- [REQUIRED ACTION]
Return the following data exactly, with all pictures left out.

- [GIVEN MATERIAL]
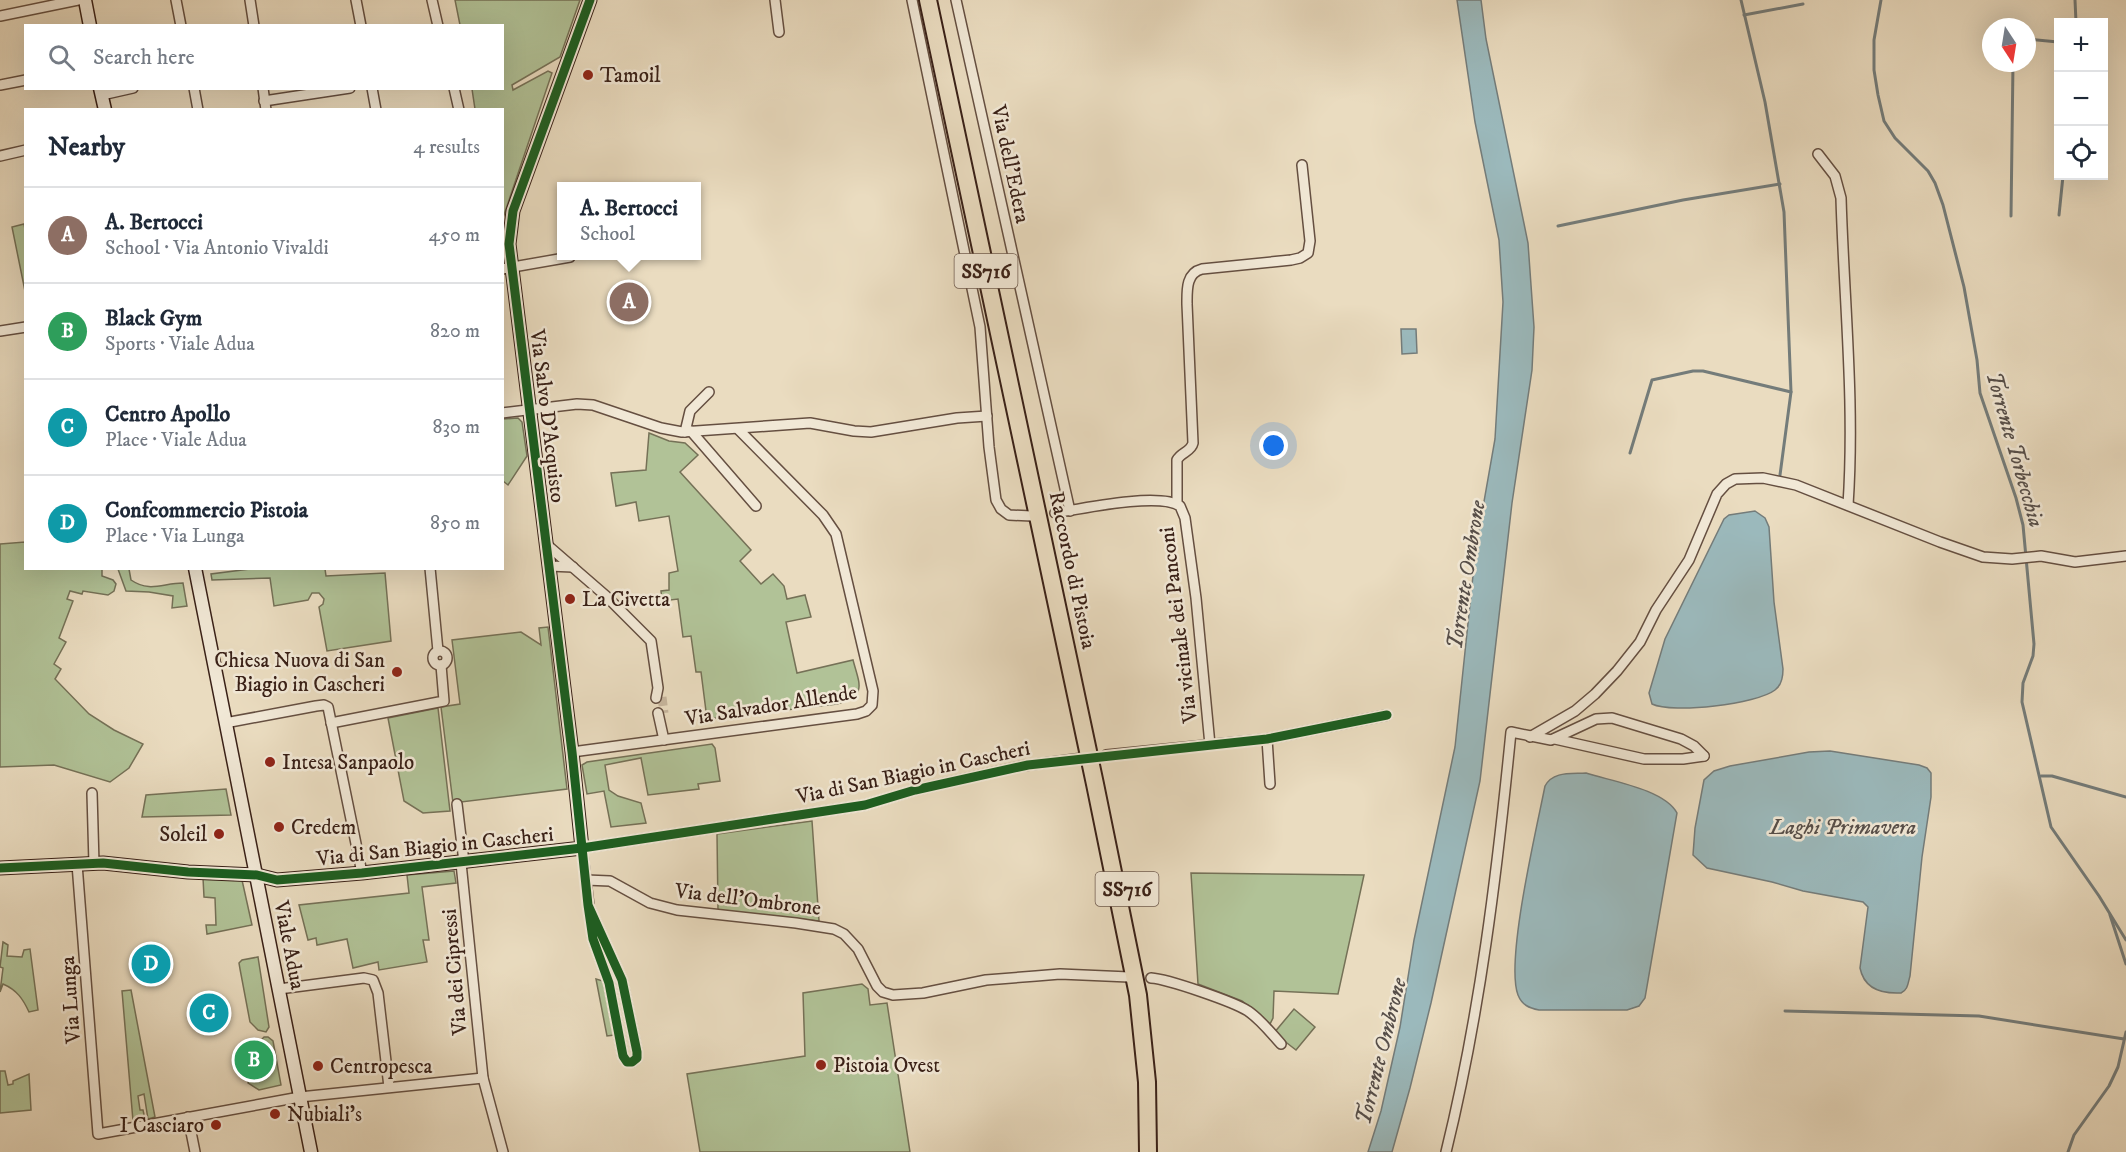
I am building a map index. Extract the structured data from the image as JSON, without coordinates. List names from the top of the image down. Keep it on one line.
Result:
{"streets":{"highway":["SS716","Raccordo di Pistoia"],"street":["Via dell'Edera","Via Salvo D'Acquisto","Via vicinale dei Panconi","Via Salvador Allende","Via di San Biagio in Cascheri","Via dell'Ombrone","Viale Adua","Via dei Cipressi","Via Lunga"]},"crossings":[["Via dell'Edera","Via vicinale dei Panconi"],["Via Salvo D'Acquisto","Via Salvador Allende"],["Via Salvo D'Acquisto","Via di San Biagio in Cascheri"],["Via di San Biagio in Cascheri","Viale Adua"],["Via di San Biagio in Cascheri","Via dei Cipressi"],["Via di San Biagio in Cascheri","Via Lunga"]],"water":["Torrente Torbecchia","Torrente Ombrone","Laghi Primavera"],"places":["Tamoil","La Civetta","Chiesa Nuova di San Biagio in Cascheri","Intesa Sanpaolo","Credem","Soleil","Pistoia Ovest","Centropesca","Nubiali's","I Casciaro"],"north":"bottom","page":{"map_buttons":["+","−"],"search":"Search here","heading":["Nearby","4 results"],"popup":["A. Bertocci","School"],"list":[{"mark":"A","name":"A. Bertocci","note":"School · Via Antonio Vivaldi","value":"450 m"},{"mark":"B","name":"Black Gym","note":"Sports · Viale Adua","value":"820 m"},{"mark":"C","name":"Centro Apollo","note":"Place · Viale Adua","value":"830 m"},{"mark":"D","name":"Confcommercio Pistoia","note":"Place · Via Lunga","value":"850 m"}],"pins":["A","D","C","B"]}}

- [EXERCISE SOLUTION]
I am building a map index. Extract the structured data from the image as JSON, without coordinates. List names from the top of the image down. Keep it on one line.
Result:
{"streets":{"highway":["SS716","Raccordo di Pistoia"],"street":["Via dell'Edera","Via Salvo D'Acquisto","Via vicinale dei Panconi","Via Salvador Allende","Via di San Biagio in Cascheri","Via dell'Ombrone","Viale Adua","Via dei Cipressi","Via Lunga"]},"crossings":[["Via dell'Edera","Via vicinale dei Panconi"],["Via Salvo D'Acquisto","Via Salvador Allende"],["Via Salvo D'Acquisto","Via di San Biagio in Cascheri"],["Via di San Biagio in Cascheri","Viale Adua"],["Via di San Biagio in Cascheri","Via dei Cipressi"],["Via di San Biagio in Cascheri","Via Lunga"]],"water":["Torrente Torbecchia","Torrente Ombrone","Laghi Primavera"],"places":["Tamoil","La Civetta","Chiesa Nuova di San Biagio in Cascheri","Intesa Sanpaolo","Credem","Soleil","Pistoia Ovest","Centropesca","Nubiali's","I Casciaro"],"north":"bottom","page":{"map_buttons":["+","−"],"search":"Search here","heading":["Nearby","4 results"],"popup":["A. Bertocci","School"],"list":[{"mark":"A","name":"A. Bertocci","note":"School · Via Antonio Vivaldi","value":"450 m"},{"mark":"B","name":"Black Gym","note":"Sports · Viale Adua","value":"820 m"},{"mark":"C","name":"Centro Apollo","note":"Place · Viale Adua","value":"830 m"},{"mark":"D","name":"Confcommercio Pistoia","note":"Place · Via Lunga","value":"850 m"}],"pins":["A","D","C","B"]}}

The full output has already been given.